More than 20 shark teeth were found in the so-called “Rock Cut Pool,” a structure hewn in the limestone near Gihon Spring that originally was probably part of the water system of the area, located south of the city walls, according to a study published in the academic journal Frontiers in Ecology and Evolution.
The pool was filled with soil and stones to allow the construction of a house, whose floor sealed it.
Archaeologists found several tons of pottery and other artifacts while excavating the structure, as well as more than 10,000 fish bones, including the shark teeth, which they proceeded to analyze.
“We found that the bones belonged to some 14 species of fish, some of them very interesting, offering proof that not only ancient inhabitants of Jerusalem ate a lot of fish, but that fish were brought in from as far away as Egypt,” said Prof. Omri Lernau of the University of Haifa, a top expert on ancient fish bones in Israel and one of the paper’s authors.
“We assumed that the shark teeth also were food residues like the rest of the fish bones,” he said. “It turned out they were not.”
Sharks were known to be part of the diet of ancient inhabitants of Israel, including of ancient Judeans themselves, as it recently emerged.
However, when the team of Israeli and international researchers, including some scholars from the University of Mainz in Germany, conducted their analysis on the teeth, they were surprised to find out that there was no way the sharks were caught and served on a table just 2,800 years ago, give or take a century. They belonged to a species that lived in the Late Cretaceous geological period between 100 million and 67 million years ago. In other words, they lived on the planet at the same time as dinosaurs.
“Most likely, someone collected them,” Lernau said.
Shark teeth were sometimes used as ornaments at the time. However, why these teeth were found together with fish remains for consumption and other garbage is not clear, Lernau said.
“It is strange, and we do not have an explanation,” he added.
Their origin also remains a mystery. These kinds of fossils are often trapped in ancient rocks that form around them, but such rocks are not found in Jerusalem, or at least not in the area of the City of David, Lernau said.

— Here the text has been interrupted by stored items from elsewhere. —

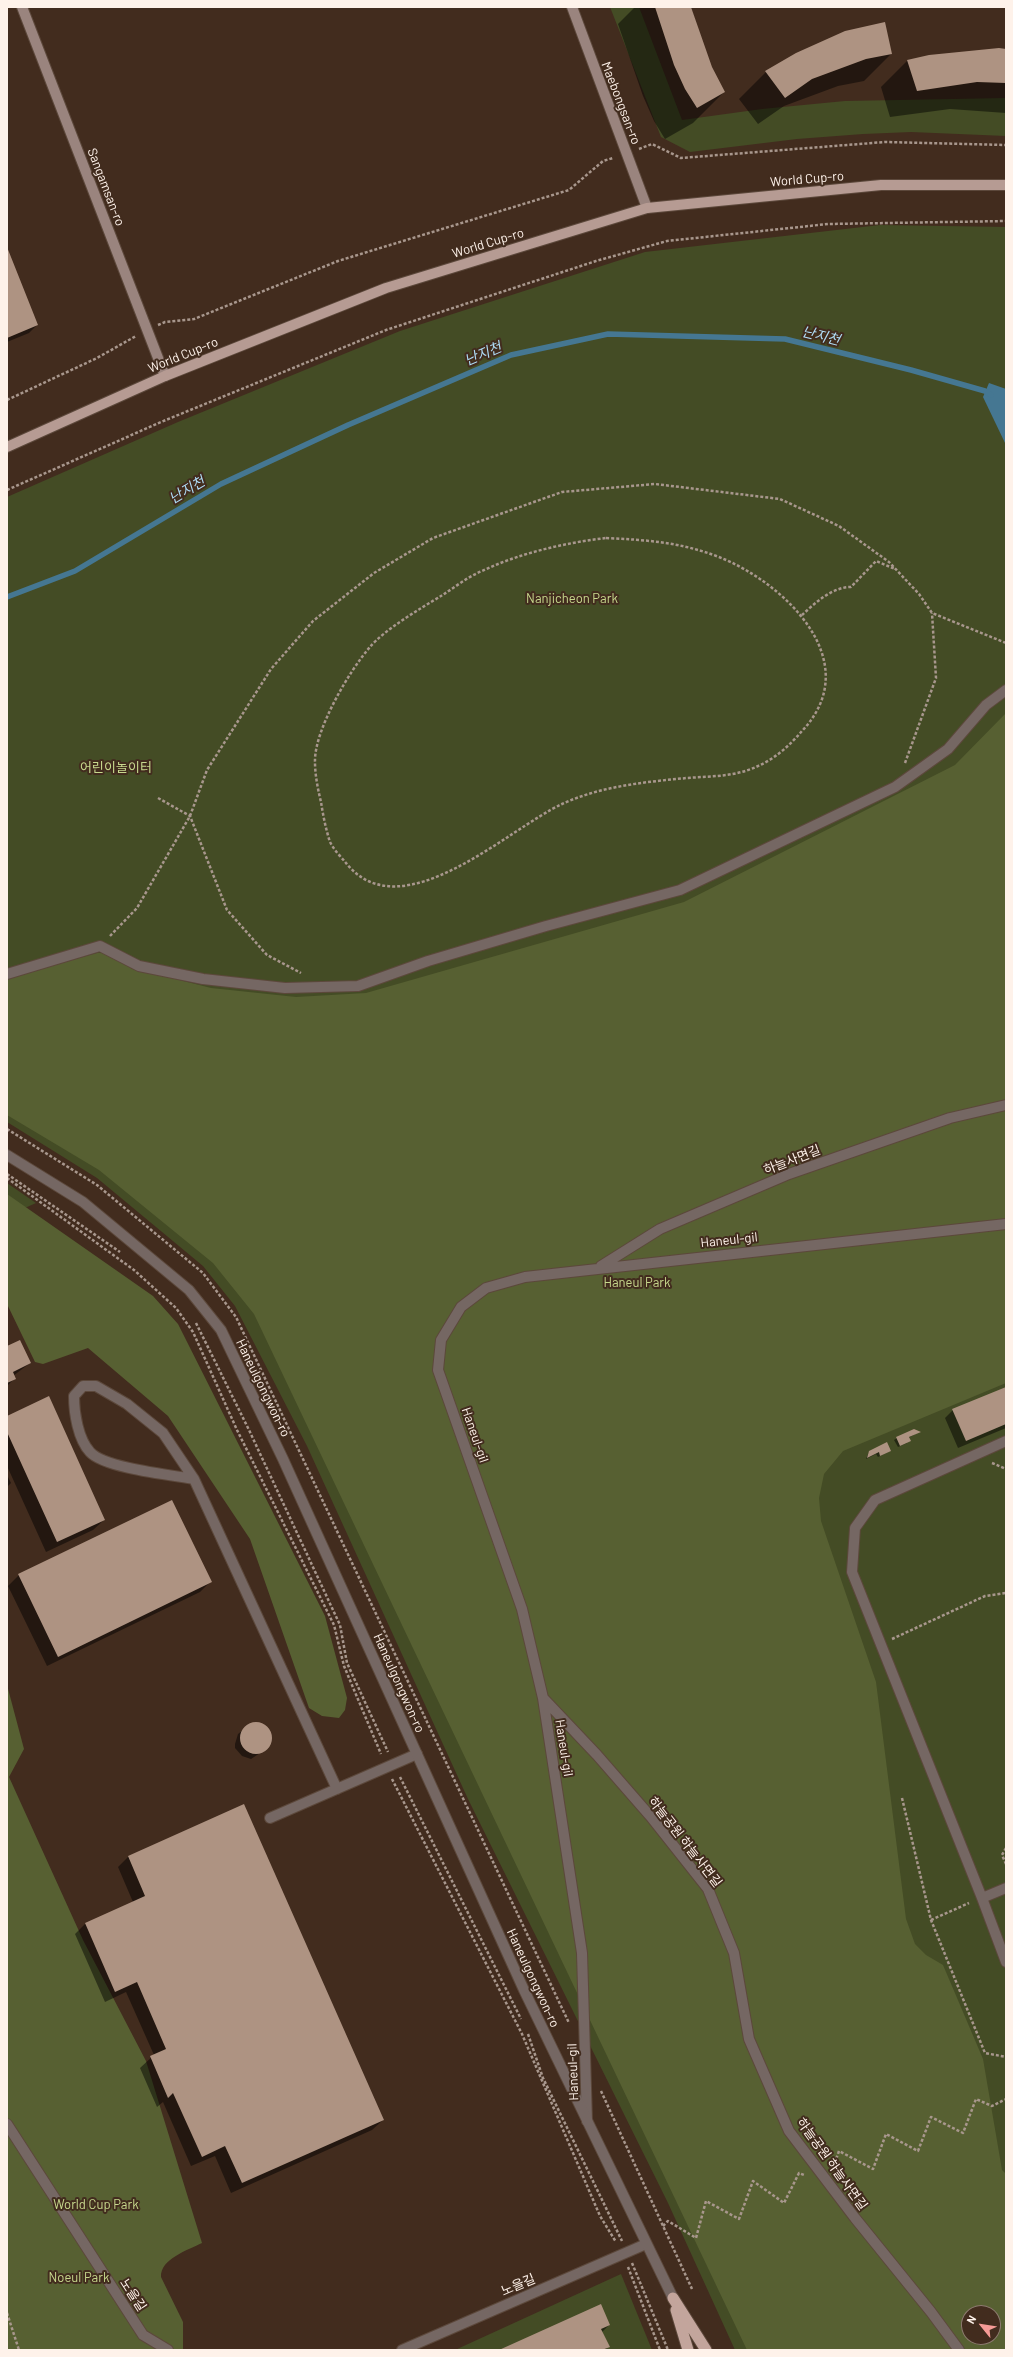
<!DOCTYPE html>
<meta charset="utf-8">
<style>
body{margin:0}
#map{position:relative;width:1013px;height:2357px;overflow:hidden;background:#422c1e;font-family:Barlow,sans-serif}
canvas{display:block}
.frame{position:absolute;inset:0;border:8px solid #fef2ea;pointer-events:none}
.north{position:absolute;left:961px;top:2305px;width:40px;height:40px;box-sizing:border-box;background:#422c1e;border:1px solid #8d7b70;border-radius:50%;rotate:300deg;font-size:11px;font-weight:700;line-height:16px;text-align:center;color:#fef2ea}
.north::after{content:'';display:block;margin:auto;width:14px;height:18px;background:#f59b96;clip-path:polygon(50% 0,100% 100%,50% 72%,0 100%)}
</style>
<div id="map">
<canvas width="1013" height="2357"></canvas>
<div class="frame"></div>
<div class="north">N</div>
</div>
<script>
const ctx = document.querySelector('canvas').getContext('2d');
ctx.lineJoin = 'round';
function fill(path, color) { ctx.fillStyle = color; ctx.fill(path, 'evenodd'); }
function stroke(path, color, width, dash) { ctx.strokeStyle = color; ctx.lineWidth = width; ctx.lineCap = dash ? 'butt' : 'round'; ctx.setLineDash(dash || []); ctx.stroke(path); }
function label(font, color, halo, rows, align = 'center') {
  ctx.font = font + ' Barlow,"Noto Sans KR",sans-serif'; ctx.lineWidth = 4; ctx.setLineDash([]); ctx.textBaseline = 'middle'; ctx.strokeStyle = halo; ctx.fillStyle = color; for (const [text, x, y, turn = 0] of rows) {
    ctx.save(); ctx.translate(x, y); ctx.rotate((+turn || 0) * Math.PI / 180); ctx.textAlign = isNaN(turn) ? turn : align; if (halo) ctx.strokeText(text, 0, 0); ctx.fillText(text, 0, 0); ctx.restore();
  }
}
fill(new Path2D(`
 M610 7H639L682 120 762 109 845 101 1006 98V136L911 132 863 134 797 139 690 152 661 137Z
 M880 225 1006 227V2350H735L668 2203 468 1799 307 1446 235 1306 203 1266 97 1178 7 1122V497L178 422 400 331 645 252ZM969 2313H993V2337H969Z
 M7 1183 36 1203 7 1216Z
 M621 2274 652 2350H455Z`), '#444c25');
fill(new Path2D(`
 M1006 713V1383L843 1451 824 1474 819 1498 821 1521 876 1682 906 1919 915 1944 926 1955 943 1965 983 2059 1002 2170 1006 2174V2350H747L254 1314 213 1263 99 1170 7 1115V978L97 953H104L136 969 211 988 296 997 366 993 684 902 955 765ZM969 2313H993V2337H969Z
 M7 1194 153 1296 178 1324 325 1616 347 1698 345 1710 339 1718 322 1716 309 1708 250 1539 168 1416 88 1348 43 1364 35 1362 7 1304Z
 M7 1685 24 1749 9 1777 83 1940 146 2061 202 2243C188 2250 160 2259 161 2277L183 2322V2350H7Z`), '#576032');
fill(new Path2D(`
 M989 383 1006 389V445L983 397Z`), '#457792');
fill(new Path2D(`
 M635 7H691L711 68 724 92 693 123 665 139 654 121 643 96 618 24Z
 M1006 50V113L950 109 890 117 881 87 908 60Z
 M796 54H891L864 81 838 86 784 106 758 124 739 99 766 72Z
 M7 250 37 325 29 333 7 342Z
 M7 1347 30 1363 13 1376 14 1379 7 1386Z
 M1006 1388V1428L958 1448 945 1418 953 1410Z
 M7 1417 104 1520 93 1530 46 1552 7 1466Z
 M919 1432 908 1438 907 1443 898 1447 894 1440 897 1438Z
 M890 1451 878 1457 876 1454 866 1459 869 1452Z
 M7 1475 11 1483 7 1487Z
 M19 1575 210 1582 200 1592 47 1666 8 1586Z
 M252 1723 266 1727 270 1735 266 1749 251 1759 242 1756 235 1748V1744L238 1734Z
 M243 1806 383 2120 372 2130 231 2193 215 2156 191 2166 163 2102 157 2107 140 2068 154 2055 126 1992 105 2002 75 1934 85 1924 133 1902 118 1867 128 1857Z
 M609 2325 602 2332 608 2347 605 2350H501Z`), '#0007');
stroke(new Path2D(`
 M7 597 75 571 221 484 348 425 511 355 608 334 785 339 911 370 985 391 991 395`), '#457792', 5.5);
fill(new Path2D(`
 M655 7H691L712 67 725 92 697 108 685 89 674 65Z
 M885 22 892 54 866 59 812 79 785 98 765 71 796 53 845 31Z
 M999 48 1006 49V83L977 82 917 91 907 60 929 55Z
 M7 247 38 325 7 338Z
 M20 1340 31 1363 13 1372 16 1379 7 1383V1346Z
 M1006 1387V1424L966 1441 952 1409Z
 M49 1396 105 1520 57 1542 7 1432V1416Z
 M914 1429 921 1432 909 1437 911 1441 900 1446 896 1437Z
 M887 1442 891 1451 880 1456 879 1452 867 1458 869 1451Z
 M172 1500 212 1582 58 1657 18 1574Z
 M240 1738a16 16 0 1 1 32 0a16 16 0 1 1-32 0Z
 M244 1804 384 2120 242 2183 225 2146 202 2157 173 2093 168 2098 150 2056 166 2049 137 1982 115 1992 85 1923 145 1896 128 1856Z
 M601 2304 610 2325 601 2329 610 2347 602 2350H499Z`), '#ae9382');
const service = new Path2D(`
 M194 1479C171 1475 104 1468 90 1452 78 1439 74 1413 74 1396L83 1386H96L127 1404 163 1433 194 1479 337 1789
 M270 1818 417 1754`);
const minor = new Path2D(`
 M7 974 100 946 139 966 203 979 285 988 358 986 428 961 546 926 680 890 895 787 948 749 986 705 1006 690
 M601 1266 660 1229 789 1174 950 1118 1006 1105
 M1006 1441 875 1500 855 1528 852 1572 982 1898 1006 1962
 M543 1698 597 1755 651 1817 708 1889 734 1953 749 2039 789 2131 855 2218 931 2312 959 2350
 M982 1898 1006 1888
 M587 2121 582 1953 543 1698 522 1609 438 1370 441 1340 461 1307 486 1288 525 1277 1006 1224
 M7 2124 143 2335 168 2350
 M402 2350 646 2244`);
const tertiary = new Path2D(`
 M7 1155 83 1202 189 1290 221 1330 283 1459 524 1990 673 2298`);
const secondary = new Path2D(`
 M22 7 165 376
 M572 7 647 208`);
const primary = new Path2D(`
 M7 447 165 376 386 288 647 208 881 185H1006`);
const trunk = new Path2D(`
 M673 2298 706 2350
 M676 2310 688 2350`);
stroke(service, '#5c483b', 12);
stroke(minor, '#5c483b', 12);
stroke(tertiary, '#5c483b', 12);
stroke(secondary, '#5c483b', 12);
stroke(primary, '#5c483b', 12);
stroke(trunk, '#5c483b', 13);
stroke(new Path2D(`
 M639 149 652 144 681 158 885 142 1006 145
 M158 325 165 322 194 319 338 261 569 190 603 161 613 158
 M7 400 97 358 136 336
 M7 490 161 422 386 330 596 261 667 241 828 224 1006 221
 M606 538C647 540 680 542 719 557 785 583 867 662 802 731 791 744 776 758 760 765 737 777 712 776 687 778 645 782 601 786 562 804 508 829 401 932 346 863 341 857 334 850 330 842 326 830 323 815 321 802 318 790 315 775 315 762 314 731 349 671 370 647 384 630 421 608 441 596 454 588 467 577 482 571 520 553 564 543 606 538Z
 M802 615C815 603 832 587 851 587L876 561 895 569
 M905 763 936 678 932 613
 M158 798 190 816 227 910 267 955 301 973
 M110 936 137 908 190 816 207 770 271 669 313 621 374 573 433 538 562 492 655 484 780 499 839 526 889 562 919 594 932 613 1006 643
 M7 1129 97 1185 203 1273 236 1317 569 2023
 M7 1174 120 1252
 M7 1178 134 1270 176 1308 193 1332 237 1430 334 1625 344 1666 381 1754
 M196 1323 249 1430 340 1625 347 1663 388 1752
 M992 1463 1006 1469
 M892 1639 985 1596 1006 1593
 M400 1777 521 2019
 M392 1779 522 2034 600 2216 616 2242
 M902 1798 931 1920 985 2053 1006 2057
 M1006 1848 1002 1855 1006 1864
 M931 1920 969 1903
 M528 2034 543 2078 622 2241
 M601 2091 692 2289
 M833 2168 839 2151 873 2169 886 2134 918 2151 931 2117 963 2133 976 2099 992 2106 1006 2099
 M663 2226 668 2221 696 2238 706 2201 739 2219 753 2181 784 2203 799 2173 804 2175
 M632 2263 668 2350
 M628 2267 660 2350
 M7 2313 19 2350`), '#a8978d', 2.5, [3, 2]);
stroke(service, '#756763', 10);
stroke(minor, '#756763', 10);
stroke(tertiary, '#756763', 10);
stroke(secondary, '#9a847e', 10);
stroke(primary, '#b69b93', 10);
stroke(trunk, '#c3a59c', 11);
label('13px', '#fef2ea', '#422c1e', [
 ["Maebongsan-ro",621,103,69],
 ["World Cup-ro",807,179,-5],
 ["Sangamsan-ro",106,187,69],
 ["World Cup-ro",488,243,-17],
 ["World Cup-ro",183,355,-22],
 ["하늘사면길",792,1160,-21],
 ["Haneul-gil",729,1240,-6],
 ["Haneulgongwon-ro",263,1388,64],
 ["Haneul-gil",475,1435,71],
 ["Haneulgongwon-ro",399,1683,66],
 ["Haneul-gil",564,1748,81],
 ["하늘공원 하늘사면길",685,1842,52],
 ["Haneulgongwon-ro",533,1978,65],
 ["Haneul-gil",573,2072,-92],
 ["하늘공원 하늘사면길",832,2164,54],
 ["노을길",518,2285,-23],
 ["노을길",133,2295,57]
]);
label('13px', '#c7d88d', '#422c1e', [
 ["Nanjicheon Park",572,599],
 ["어린이놀이터",116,768],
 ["Haneul Park",637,1283],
 ["World Cup Park",96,2205],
 ["Noeul Park",79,2278]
]);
label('italic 14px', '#afdcf6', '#422c1e', [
 ["난지천",821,336,14],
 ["난지천",483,354,-23],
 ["난지천",187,490,-31]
]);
</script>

“Fossil shark teeth from the Late Cretaceous are abundant in the marine sediments of the Mount Scopus group in Israel and in the Menuha Formation of the Southern Negev,” the researchers wrote in the paper.
If the teeth were collected far away from the City of David, who brought them there and why? Were they used as ornaments or in any other way? And who then decided to throw them away?
These questions likely will remain without an answer. But the shark teeth will continue to offer a tantalizing glimpse of daily life in ancient Jerusalem.